Billboards work of cowards: Peters

Billboards work of cowards: Peters

The billboards erected along Johannesburg's highways next to e-toll gantries are the work of cowards, Transport Minister Dipuo Peters said on Monday.

eToll Billboard copy.jpg
The billboards erected along Johannesburg's highways next to e-toll gantries are the work of cowards, Transport Minister Dipuo Peters said on Monday.
   
"[These are] people who don't have the decency to actually acknowledge what the ANC government has delivered in this country," she said at The New Age's business breakfast in Midrand.
   
"[They] want to focus on one aspect and turn an important infrastructure of the economic hub of South Africa... into a gimmick."
   
The DA commissioned the billboards, visible along the N3 and N1 highways, and which poke fun at the African National Congress and its role in the electronic tolling saga.
   
The message on them reads: "E-tolls.
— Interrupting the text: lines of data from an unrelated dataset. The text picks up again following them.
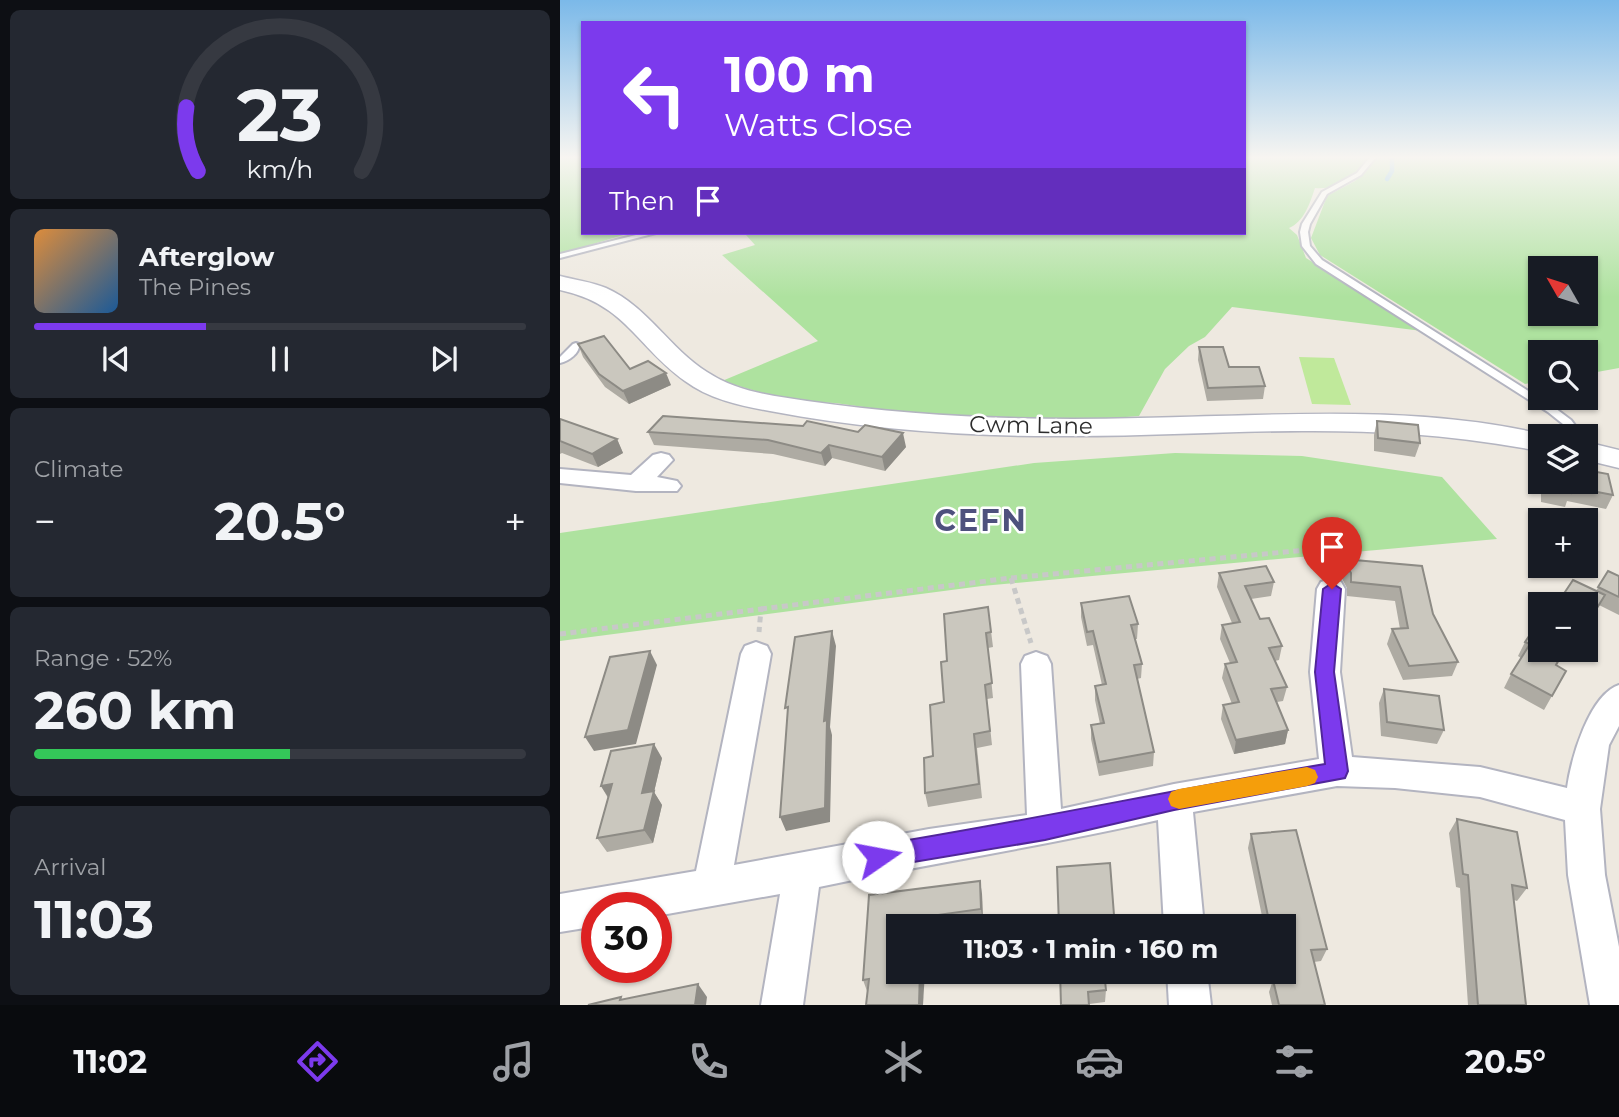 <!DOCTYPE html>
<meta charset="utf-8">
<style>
:root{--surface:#171b24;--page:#242831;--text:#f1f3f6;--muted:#9ea1a6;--line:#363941;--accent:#7c3aed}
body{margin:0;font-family:Montserrat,sans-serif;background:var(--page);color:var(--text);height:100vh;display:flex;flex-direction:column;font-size:26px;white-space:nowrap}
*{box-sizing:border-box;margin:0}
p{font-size:23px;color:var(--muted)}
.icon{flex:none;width:38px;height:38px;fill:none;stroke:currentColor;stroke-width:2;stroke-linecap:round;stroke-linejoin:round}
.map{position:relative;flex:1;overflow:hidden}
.sheet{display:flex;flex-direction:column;gap:10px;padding:10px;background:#0d0f14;width:560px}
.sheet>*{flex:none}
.hud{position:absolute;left:21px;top:21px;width:665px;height:214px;border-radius:0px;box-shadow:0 2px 5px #0004;background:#7c3aed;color:#fff;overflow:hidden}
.needle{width:46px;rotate:309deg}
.buttons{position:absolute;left:968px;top:256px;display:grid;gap:14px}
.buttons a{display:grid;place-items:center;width:70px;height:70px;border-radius:0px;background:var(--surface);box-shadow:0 2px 5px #0004;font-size:35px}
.speed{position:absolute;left:21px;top:892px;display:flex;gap:14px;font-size:35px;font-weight:700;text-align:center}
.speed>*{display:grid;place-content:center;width:91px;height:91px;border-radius:50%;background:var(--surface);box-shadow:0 2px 5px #0004;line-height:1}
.speed .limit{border:10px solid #d22;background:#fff;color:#111}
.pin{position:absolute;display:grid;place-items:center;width:60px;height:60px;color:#fff;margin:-72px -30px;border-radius:50% 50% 50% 0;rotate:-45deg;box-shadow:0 0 7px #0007}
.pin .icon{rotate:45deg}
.me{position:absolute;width:77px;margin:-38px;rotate:78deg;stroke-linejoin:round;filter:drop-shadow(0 0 5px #0008)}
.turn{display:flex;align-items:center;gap:24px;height:147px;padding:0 28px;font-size:32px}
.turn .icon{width:91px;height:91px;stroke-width:2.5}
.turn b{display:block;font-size:49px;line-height:60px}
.then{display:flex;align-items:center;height:66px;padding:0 28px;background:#0003;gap:14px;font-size:26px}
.big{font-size:52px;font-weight:700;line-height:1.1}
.sheet .widget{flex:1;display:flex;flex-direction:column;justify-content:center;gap:10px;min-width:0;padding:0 24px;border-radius:10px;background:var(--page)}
.sheet .dial{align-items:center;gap:0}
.dial svg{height:182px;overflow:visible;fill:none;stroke:var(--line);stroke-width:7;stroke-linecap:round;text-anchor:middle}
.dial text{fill:var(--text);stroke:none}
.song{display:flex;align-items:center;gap:21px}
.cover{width:84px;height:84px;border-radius:10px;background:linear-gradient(135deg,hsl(30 70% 55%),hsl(210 70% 35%))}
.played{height:7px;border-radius:4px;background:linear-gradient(90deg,var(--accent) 35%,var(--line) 35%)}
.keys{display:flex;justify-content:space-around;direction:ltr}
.heat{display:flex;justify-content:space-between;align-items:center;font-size:38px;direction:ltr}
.charge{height:10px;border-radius:5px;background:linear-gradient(90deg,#34c759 52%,var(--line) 0)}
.trip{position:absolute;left:326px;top:914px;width:410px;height:70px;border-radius:0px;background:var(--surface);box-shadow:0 2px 5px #0004;font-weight:700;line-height:70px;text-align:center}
.dock{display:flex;height:112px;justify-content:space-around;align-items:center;background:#090b0e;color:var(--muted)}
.dock .icon{width:49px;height:49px}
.dock .current{color:var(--accent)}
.dock b{font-size:32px;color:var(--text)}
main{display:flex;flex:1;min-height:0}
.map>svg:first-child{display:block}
.green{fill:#aee29f;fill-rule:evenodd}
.pitch{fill:#c0e99b}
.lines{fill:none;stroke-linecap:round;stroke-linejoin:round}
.stream{stroke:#77c0eb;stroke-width:4.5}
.service-casing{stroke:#b3b4c0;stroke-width:4}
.minor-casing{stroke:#b3b4c0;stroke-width:4}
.tertiary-casing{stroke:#b3b4c0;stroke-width:3}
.path{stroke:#c8c8c8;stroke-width:5;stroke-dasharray:6 4.5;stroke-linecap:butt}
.service{fill:#fff;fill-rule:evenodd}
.minor{fill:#fff;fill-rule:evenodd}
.tertiary{fill:#fff;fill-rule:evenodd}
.wall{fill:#aeaba3}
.shaded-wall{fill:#8d8b85}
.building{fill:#cac7be;stroke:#8d8b85;stroke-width:2}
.route{fill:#7c3aed;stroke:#51269a;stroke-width:2}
.slow{fill:#f59e0b}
.labels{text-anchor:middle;stroke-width:5;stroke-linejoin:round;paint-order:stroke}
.street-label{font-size:23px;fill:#2d2d2d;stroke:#fff}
.district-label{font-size:30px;font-weight:bold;letter-spacing:2px;fill:#4e517d;stroke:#fff}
</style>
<main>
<section class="sheet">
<div class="widget dial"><svg viewBox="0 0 100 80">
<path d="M14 69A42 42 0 1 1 86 69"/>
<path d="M14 69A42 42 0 0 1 9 41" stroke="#7c3aed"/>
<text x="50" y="56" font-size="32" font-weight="700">23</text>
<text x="50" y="72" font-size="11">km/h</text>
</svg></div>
<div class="widget">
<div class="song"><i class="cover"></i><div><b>Afterglow</b><p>The Pines</p></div></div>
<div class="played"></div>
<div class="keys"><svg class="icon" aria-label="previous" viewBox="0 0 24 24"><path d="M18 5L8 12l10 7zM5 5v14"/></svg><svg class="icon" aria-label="pause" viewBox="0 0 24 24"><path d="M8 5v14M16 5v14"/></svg><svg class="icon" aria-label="next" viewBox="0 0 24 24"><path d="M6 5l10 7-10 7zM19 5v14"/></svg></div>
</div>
<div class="widget"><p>Climate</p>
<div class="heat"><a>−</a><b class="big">20.5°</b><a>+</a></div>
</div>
<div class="widget"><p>Range · 52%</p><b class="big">260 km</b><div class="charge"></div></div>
<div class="widget"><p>Arrival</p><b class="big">11:03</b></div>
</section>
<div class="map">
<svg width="1059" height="1005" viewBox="0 0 1059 1005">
<rect width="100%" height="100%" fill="#eee9e0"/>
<!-- green -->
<g class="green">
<polygon points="0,157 23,157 23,233 70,233 0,254"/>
<path d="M684,157H807C797,178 778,190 755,188C750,203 744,222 729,228L737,235L746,258L862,331L672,307L645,337L629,346L605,369L579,416L514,421L362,415L275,403L229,401L162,381L258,341L162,255L195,245L186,235L684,233Z"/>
<path d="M818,157H1059V368L1026,374V352H980V381L965,384L760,255L751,238L767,196L795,181ZM980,268H1026V313H980Z"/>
<polygon points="615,453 742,456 882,477 937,539 422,586 0,641 0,533 474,463"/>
</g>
<!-- pitch -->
<polygon class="pitch" points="739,357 774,358 791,405 752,404"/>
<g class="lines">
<!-- stream -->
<polyline class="stream" points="827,179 832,171 832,157"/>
<!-- service casing -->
<g class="service-casing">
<g id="service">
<polygon points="810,157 816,157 801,175 767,194 750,224 748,232 750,246 762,260 995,408 1011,420 1023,436 1012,436 1003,424 988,412 756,264 742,246 740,232 742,224 762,192 797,173"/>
<polygon points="84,233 96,233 0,258 0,254"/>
<path d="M16,343L19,344C20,353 9,361 0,363V357L13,344Z"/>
</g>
</g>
<!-- minor casing -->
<g class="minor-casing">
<g id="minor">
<polygon points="101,453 109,455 113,460 97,477 117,481 121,486 117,491 76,491 0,483 0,469 71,475 93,455"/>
<path d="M771,579L781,582L785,589L780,672L792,757L920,767L1007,788C1011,759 1029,695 1059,685V726L1049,745L1040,809L1045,875L1059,947V1005H1030L1008,875L1005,820L920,797L835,788L777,786L633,812L644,926H604L598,820C485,846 372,863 259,887L243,1005H201L220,894L96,916V908H37V926L0,932V894L136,871L181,654L185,646L196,642L207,646L211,654L174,865L369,829L467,815L461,664L465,656L476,652L487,656L491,664L501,809L614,784L759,759L750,672L757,589L761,582Z"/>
<polygon points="607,971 647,971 651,1005 609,1005"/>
</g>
</g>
<!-- tertiary casing -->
<g class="tertiary-casing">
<g id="tertiary">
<path d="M0,276C15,280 32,282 46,288C87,306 110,349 147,372C177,392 213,396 247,401C358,417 468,421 579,418C714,416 857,403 990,436H980V451C936,443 893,437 849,434C738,426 626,436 515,436C413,437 310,430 210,411C181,406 149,399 125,381C76,346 66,304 0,290Z"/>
<polygon points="1026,442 1059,450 1059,468 1026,460"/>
</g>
</g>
<!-- path -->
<g class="path">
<polyline points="451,578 767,548 770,571"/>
<polyline points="201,609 451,578 471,643"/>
<polyline points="0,634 201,609 199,632"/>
</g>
<!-- service -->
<use href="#service" class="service"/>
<!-- minor -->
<use href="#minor" class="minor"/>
<!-- tertiary -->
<use href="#tertiary" class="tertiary"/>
</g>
<!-- wall -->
<g class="wall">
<polygon points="18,344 70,369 111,385 69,404 45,387 23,357"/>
<polygon points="639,347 669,367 705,386 703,399 647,401 638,360"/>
<polygon points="0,419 57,439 63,453 38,467 2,453 0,454"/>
<polygon points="817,421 860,443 855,457 814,451 814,435"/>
<polygon points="88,432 346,447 325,471 272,458 265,466 213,454 94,445"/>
<polygon points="978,461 980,461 980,481 1026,481 1053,495 1046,509 1007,501 1005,507 981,502 981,494 974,493 972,475"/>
<polygon points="783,559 862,566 873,614 898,662 892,676 843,680 827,644 832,629 840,629 835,601 787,596 787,588 779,573"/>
<polygon points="1048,571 1059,576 1059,615 1039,605 1026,627 1036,591"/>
<polygon points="659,573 714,582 711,596 691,599 700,619 722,646 719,660 715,661 727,687 723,701 717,702 728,730 725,744 674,754 661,719 663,705 672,704 662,678 665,664 670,663 660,639 662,625 672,623 657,587"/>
<polygon points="521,603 578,624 577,639 575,639 582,664 581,678 577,679 594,752 593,766 539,776 531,739 531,725 540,724 535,700 535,686 542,685 533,645 527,646 521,617"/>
<polygon points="428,607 433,647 428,648 433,698 427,699 432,745 417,748 422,798 368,807 365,793 384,702 387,661"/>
<polygon points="965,642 980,649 1012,649 1010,652 1005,650 996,665 1006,671 984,710 944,688 951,674 961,658 958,656"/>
<polygon points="824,689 884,730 877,744 821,736 819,703"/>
<polygon points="102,758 94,792 102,805 93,843 47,852 37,838 48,798 41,786"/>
<polygon points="897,819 967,888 957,901 954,900 966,1005 908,1005 900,888 896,887 889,833"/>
<polygon points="691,834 767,949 761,961 754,962 765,1005 712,1005 709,992 713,980 715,980 713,971 723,971 723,926 704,926 688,848"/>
<polygon points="497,867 554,915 554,926 499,926"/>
<polygon points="422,894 423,922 397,926 338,926 307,991 303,980 309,895"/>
<polygon points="500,971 546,990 545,1002 529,1004"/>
</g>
<!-- shaded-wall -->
<g class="shaded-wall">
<polygon points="106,373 111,385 69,404 63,391"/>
<polygon points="343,433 346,447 325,471 322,457"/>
<polygon points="57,439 63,453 38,467 32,454"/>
<polygon points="269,445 272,458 265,466 261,453"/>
<polygon points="272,631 276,646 270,727 272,735 270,822 226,831 220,817"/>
<polygon points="90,651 97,665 76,744 34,751 25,737"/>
<polygon points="728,730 725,744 674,754 676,740"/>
<polygon points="94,744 102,758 94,792 102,805 93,843 84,830 82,793"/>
<polygon points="52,784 50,800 41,786"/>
<polygon points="420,881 422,894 423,922 421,909"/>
<polygon points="360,971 365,971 363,1005 359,1005"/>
<polygon points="138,984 147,997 146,1005 135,1005"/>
</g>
<!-- building -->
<g class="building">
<polygon points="44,336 70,369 88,361 106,373 63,391 39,374 18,344"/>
<polygon points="639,347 663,347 669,367 699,367 705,386 648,388"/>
<polygon points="103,416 243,426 247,421 298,432 305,425 343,433 322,457 269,445 261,453 208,440 88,432"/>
<polygon points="0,419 57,439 32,454 0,441"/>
<polygon points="817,421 858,425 860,443 818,438"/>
<polygon points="978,461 980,461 980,479"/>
<polygon points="1026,470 1048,474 1053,495 1011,487 1011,493 988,488 987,481 1026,481"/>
<polygon points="783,559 862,566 873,614 898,662 849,666 832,629 848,628 840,587 791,582 791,573"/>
<polygon points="706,566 714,582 685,586 700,619 709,618 722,646 709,648 727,687 711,689 728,730 676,740 663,705 679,702 665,664 677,662 662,625 680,622 659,573"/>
<polygon points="1048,571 1059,576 1059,597 1038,587"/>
<polygon points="1013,580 1045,595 1026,626 1026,604 997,604"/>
<polygon points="569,596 578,624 571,625 582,664 574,665 594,752 539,762 531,725 544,723 535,686 546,684 533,631 527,632 521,603"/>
<polygon points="428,607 431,632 426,633 432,683 425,685 430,731 414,734 419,784 365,793 364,758 373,756 370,705 384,702 381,662 387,661 384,614"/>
<polygon points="978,623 980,624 980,649 1005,649 996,665 1006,671 992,696 951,674 970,644 965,642"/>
<polygon points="272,631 264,721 267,720 265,808 220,817 228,707 225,708 235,637"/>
<polygon points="90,651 68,730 25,737 50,657"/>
<polygon points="824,689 879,696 884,730 827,722"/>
<polygon points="94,744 82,793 94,791 84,830 37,838 52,784 41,786 51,751"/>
<polygon points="897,819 957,832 967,888 952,885 966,1005 918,1005 908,875 903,874"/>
<polygon points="736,830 767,949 751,950 765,1005 719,1005 713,980 722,979 720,971 723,971 723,926 710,926 691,834"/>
<polygon points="550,863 554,915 540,916 541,926 499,926 497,867"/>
<polygon points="420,881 421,909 363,917 363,926 338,926 338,971 360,971 359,1005 306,1005 309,979 303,980 309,895"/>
<polygon points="500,971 544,971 546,990 528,992 529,1005 501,1005"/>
<polygon points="138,984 135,1005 28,1005 61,997 60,1000"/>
</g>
<!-- sky -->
<linearGradient id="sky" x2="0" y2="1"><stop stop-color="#7bb9e9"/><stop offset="0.53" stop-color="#f7f5f1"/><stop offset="1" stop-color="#f7f5f1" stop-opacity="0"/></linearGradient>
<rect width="1059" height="297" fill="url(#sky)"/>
<!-- route -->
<path class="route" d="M772,583L781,589L774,672L788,771L785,778L614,810L485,840L318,868L310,865L306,857L310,849L318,845C468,821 616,789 765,764L755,672L763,589Z"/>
<!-- slow -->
<polygon class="slow" points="747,767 755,770 758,777 755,783 747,786 619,809 611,806 608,799 611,792 619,789"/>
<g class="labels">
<!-- street labels -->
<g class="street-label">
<text transform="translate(471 425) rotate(1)" y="8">Cwm Lane</text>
</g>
<!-- district labels -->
<g class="district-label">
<text x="421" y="531">CEFN</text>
</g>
</g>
</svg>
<div class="buttons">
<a><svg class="needle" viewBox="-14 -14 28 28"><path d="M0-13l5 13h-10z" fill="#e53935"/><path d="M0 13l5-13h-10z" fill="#9ea1a6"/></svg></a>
<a><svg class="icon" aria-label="search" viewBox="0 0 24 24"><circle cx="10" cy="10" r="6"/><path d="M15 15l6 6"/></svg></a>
<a><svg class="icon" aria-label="layers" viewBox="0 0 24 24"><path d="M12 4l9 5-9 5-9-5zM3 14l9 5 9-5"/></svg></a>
<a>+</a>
<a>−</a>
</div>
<div class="speed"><div class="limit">30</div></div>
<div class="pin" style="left:772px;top:589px;background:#d93025"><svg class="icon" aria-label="arrive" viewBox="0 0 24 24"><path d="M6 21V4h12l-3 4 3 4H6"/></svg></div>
<svg class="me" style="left:318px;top:857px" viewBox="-20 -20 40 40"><circle r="19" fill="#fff"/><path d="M0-13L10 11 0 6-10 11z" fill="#7c3aed"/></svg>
<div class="trip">11:03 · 1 min · 160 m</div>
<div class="hud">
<div class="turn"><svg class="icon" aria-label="left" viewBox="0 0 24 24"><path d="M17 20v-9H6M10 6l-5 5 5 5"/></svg><div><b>100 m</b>Watts Close</div></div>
<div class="then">Then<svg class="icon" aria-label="arrive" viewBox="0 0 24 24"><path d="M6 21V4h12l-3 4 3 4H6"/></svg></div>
</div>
</div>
</main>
<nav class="dock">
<b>11:02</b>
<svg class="icon current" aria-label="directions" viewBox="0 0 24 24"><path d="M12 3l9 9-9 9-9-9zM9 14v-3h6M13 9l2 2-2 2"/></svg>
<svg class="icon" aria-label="music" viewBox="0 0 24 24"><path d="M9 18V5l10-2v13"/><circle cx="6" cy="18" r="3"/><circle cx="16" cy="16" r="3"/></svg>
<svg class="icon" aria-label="phone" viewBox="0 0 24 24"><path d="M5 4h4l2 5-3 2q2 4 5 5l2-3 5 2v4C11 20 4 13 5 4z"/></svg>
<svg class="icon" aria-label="climate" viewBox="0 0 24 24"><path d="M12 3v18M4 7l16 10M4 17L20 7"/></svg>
<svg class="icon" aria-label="car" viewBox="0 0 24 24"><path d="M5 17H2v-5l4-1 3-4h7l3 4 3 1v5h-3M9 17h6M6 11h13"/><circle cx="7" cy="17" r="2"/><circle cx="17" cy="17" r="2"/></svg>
<svg class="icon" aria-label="filters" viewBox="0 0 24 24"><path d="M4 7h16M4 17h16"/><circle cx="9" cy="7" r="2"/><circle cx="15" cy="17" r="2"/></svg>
<b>20.5°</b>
</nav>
Proudly brought to you by the ANC."
  
The DA said on Sunday that it had commissioned the billboards.
   
"E-tolls were conceived under the watch of an ANC minister, supported by an ANC executive in Gauteng, passed into law by an ANC majority Parliament and signed, sealed and delivered by an ANC president," the Democratic AIliance's Gauteng premier candidate Mmusi Maimane said.
   
Peters said people who did this did not have a place in South Africa.
   
"We really don't have time for such people," she said.
   
Earlier, Peters said e-tolling in Gauteng would probably be implemented by the end of the year.
    
"Last week we finalised the regulations and this week we will be dealing with the tariff structure and starting the process to... publicise the tariff structure."
   
The tariffs would be publicised for 30 days.
   
"After 30 days I'm sure it will take seven to 14 days to get the ball rolling," she said.
   
The Supreme Court of Appeal reserved judgment late last month on a legal challenge to e-tolls by lobby group Opposition to Urban Tolling Alliance.
   
Peters attributed the system's high cost to the technology being used.
   
"It's imported and we have to pay for it. Just like your cellphone, just like any other technology that we use.
   
"As a transport sector we'd be very happy to say give us all the money that the government has and reduce the money for schools, reduce the money for building other social infrastructure, reduce the money for pensions for the aged, reduce the money for feeding children in schools. Is that what South Africans want?"
   
She said the objective of the Gauteng Freeway Improvement Project was to decongest road networks. If people did not want to pay they could use alternative routes.
   
"We have also created alternative routes to make sure that those who are unable to get onto the freeway, those who don't want to get onto the freeway, those who don't want to pay, can use the alternative routes."
   
Peters ruled out the suggestion that the fuel levy be increased to pay for the system, arguing it would be unfair for the rest of the country to pay for Gauteng's roads.
   
"Somebody who is in Mbizana, who does not even have a road to get to school, must pay for the Gauteng freeways... Do we want to exacerbate the inequalities in the country?" she asked.